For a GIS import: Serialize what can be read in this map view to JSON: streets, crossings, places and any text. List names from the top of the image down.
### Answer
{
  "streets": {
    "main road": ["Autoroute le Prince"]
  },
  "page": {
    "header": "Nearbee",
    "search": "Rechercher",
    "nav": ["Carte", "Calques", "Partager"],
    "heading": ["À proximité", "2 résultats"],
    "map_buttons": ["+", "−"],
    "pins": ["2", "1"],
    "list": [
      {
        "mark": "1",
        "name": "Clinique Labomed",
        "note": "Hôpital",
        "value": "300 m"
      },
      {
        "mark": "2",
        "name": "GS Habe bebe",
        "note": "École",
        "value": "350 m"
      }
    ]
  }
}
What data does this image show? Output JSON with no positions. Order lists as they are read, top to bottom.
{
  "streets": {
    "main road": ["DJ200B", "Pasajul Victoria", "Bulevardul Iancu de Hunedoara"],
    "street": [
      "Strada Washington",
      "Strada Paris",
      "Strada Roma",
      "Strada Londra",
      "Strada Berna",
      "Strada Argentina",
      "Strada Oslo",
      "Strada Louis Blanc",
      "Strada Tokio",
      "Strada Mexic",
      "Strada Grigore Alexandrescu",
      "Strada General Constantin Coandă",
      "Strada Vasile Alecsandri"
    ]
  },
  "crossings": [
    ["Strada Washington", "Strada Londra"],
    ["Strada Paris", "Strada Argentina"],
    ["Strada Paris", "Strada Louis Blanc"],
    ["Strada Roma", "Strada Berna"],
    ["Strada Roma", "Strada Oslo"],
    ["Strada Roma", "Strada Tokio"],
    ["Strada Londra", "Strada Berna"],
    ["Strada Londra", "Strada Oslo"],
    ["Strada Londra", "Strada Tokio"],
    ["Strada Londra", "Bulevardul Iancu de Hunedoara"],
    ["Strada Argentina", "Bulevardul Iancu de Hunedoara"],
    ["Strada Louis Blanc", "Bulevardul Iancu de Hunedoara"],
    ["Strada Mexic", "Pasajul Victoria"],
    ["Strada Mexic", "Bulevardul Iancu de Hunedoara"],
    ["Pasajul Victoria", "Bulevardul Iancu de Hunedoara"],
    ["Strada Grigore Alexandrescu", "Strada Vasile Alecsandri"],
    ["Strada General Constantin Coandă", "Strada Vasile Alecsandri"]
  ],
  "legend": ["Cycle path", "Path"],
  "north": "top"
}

◇ ◇ ◇

* **Task directions**:
Go line by line through the records above and copy each one containing "Tokio".

* **Answer to this exercise**:
      "Strada Tokio",
    ["Strada Roma", "Strada Tokio"],
    ["Strada Londra", "Strada Tokio"],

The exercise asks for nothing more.